━━━━━ RECORDS FOR THE EXERCISE

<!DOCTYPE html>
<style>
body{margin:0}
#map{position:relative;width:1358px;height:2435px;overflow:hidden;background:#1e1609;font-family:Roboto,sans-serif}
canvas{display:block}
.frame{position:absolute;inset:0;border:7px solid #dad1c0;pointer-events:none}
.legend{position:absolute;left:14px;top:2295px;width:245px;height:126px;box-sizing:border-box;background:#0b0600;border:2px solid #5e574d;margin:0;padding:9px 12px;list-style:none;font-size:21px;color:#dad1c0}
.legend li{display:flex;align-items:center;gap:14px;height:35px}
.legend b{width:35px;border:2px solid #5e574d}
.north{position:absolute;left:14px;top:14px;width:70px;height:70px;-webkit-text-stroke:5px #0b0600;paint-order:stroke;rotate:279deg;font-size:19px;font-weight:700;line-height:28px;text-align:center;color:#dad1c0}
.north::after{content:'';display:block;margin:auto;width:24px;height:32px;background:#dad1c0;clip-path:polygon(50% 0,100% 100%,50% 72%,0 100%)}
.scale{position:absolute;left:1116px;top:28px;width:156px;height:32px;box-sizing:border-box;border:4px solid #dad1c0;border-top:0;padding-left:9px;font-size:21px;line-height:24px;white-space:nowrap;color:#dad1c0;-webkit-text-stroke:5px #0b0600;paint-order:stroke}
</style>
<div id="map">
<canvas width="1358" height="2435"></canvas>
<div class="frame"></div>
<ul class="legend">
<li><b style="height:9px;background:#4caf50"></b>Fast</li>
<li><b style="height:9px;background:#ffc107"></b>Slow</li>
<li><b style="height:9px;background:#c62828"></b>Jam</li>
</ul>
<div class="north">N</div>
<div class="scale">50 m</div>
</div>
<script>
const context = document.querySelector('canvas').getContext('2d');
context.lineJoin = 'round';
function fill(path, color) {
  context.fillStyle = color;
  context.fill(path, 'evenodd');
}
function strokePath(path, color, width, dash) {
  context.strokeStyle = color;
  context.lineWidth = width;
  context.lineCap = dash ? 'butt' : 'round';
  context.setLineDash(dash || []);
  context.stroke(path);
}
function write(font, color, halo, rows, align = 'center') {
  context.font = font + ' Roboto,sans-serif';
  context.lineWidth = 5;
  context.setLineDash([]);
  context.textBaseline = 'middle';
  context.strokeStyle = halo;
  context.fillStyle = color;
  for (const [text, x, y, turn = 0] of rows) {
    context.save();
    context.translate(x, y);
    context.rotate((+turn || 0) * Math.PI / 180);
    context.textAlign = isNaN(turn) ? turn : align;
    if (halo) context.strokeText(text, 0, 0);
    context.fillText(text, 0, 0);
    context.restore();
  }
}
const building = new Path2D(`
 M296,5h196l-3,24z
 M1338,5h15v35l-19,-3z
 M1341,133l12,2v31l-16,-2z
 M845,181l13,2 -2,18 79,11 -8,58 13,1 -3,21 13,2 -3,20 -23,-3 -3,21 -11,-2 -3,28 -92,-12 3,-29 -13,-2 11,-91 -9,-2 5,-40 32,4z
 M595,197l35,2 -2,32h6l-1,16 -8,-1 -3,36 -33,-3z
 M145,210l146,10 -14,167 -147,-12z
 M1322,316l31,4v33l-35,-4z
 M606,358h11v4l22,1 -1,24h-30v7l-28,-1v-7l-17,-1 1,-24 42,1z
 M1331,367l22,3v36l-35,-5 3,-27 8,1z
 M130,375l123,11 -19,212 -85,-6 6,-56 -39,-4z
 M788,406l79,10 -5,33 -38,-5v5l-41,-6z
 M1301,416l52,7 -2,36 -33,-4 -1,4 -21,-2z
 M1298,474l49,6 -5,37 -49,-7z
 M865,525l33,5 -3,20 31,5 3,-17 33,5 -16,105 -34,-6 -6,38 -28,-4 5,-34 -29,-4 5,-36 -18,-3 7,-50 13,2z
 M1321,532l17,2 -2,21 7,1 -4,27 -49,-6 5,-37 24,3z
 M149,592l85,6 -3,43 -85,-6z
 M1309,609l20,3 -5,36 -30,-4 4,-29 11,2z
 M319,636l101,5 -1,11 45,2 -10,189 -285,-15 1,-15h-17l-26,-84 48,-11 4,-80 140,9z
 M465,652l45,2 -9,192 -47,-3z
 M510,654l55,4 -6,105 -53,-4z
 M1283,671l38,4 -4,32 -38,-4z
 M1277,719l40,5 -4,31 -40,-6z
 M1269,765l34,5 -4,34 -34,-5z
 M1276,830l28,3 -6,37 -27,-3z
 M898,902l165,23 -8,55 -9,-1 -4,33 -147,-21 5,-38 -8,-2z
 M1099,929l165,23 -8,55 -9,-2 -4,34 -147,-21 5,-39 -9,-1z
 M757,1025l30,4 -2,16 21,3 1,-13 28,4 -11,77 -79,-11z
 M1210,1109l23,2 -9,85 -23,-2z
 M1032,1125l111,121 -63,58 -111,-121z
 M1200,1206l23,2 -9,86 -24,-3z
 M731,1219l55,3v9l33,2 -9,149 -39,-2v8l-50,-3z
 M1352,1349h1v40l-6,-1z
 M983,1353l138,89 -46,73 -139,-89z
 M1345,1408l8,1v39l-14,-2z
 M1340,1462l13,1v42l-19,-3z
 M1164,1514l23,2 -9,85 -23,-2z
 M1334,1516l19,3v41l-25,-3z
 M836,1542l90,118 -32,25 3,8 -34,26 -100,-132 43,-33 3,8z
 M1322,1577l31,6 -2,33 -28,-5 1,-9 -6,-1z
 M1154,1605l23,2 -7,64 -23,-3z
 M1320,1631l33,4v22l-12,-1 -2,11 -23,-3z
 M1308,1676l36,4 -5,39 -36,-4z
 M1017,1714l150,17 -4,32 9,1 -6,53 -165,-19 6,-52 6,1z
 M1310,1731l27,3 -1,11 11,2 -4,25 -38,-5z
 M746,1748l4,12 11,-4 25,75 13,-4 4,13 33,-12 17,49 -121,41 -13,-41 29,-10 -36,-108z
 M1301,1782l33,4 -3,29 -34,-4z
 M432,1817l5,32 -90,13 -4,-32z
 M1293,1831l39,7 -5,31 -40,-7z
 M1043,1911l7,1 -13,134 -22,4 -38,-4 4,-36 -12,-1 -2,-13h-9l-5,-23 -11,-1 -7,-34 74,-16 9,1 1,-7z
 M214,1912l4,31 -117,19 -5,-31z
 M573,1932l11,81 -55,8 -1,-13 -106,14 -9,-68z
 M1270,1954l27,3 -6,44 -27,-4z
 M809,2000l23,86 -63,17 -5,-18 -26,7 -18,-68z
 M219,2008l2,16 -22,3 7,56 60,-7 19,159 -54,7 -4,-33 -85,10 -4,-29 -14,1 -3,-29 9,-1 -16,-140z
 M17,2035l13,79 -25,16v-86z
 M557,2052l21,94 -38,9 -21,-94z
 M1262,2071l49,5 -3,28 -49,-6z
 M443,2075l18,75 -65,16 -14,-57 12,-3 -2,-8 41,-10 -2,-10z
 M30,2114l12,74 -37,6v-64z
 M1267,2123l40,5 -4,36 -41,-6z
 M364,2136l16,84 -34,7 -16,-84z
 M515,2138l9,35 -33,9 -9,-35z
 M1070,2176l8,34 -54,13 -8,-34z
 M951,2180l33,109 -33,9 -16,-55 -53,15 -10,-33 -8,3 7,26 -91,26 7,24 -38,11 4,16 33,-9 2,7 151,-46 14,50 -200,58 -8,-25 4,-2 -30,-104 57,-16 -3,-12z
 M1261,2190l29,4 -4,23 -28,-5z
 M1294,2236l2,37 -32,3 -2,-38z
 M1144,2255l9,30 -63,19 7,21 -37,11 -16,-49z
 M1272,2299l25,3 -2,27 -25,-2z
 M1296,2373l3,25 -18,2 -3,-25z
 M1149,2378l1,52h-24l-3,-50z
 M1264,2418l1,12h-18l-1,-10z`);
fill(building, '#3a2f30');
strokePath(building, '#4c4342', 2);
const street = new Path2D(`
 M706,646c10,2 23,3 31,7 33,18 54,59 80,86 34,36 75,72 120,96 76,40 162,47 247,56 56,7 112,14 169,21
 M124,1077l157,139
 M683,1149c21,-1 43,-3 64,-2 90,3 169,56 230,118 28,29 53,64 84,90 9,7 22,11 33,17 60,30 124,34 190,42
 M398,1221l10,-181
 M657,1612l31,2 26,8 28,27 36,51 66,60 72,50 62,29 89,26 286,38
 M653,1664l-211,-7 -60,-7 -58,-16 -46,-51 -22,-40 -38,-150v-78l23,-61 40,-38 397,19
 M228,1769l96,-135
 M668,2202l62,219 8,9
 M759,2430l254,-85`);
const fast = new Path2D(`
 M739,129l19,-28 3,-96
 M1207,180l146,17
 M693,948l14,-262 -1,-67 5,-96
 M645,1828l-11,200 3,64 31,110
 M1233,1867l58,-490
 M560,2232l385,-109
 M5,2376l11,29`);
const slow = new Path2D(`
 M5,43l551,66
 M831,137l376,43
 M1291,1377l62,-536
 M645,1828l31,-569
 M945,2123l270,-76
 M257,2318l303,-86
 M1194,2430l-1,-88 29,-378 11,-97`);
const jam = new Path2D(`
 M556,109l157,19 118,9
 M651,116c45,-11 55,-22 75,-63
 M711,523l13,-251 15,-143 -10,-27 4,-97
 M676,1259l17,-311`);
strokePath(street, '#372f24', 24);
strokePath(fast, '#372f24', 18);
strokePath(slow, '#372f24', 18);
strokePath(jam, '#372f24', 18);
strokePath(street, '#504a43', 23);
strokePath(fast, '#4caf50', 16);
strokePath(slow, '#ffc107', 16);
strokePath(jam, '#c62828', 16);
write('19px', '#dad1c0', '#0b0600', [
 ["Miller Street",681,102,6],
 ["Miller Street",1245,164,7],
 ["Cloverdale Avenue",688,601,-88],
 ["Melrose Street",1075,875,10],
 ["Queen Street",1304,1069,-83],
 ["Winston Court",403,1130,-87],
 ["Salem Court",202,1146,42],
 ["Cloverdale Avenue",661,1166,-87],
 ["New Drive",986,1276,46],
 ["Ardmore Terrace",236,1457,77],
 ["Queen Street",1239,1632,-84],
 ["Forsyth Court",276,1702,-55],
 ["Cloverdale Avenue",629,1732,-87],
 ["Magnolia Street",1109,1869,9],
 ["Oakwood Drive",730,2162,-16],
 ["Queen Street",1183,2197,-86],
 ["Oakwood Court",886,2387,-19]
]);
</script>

━━━━━━━━━━

*YOUR GOAL:* Wherever a line holds the word "sans", copy that line out of the entries above.

*WRITTEN SOLUTION:*
#map{position:relative;width:1358px;height:2435px;overflow:hidden;background:#1e1609;font-family:Roboto,sans-serif}
  context.font = font + ' Roboto,sans-serif';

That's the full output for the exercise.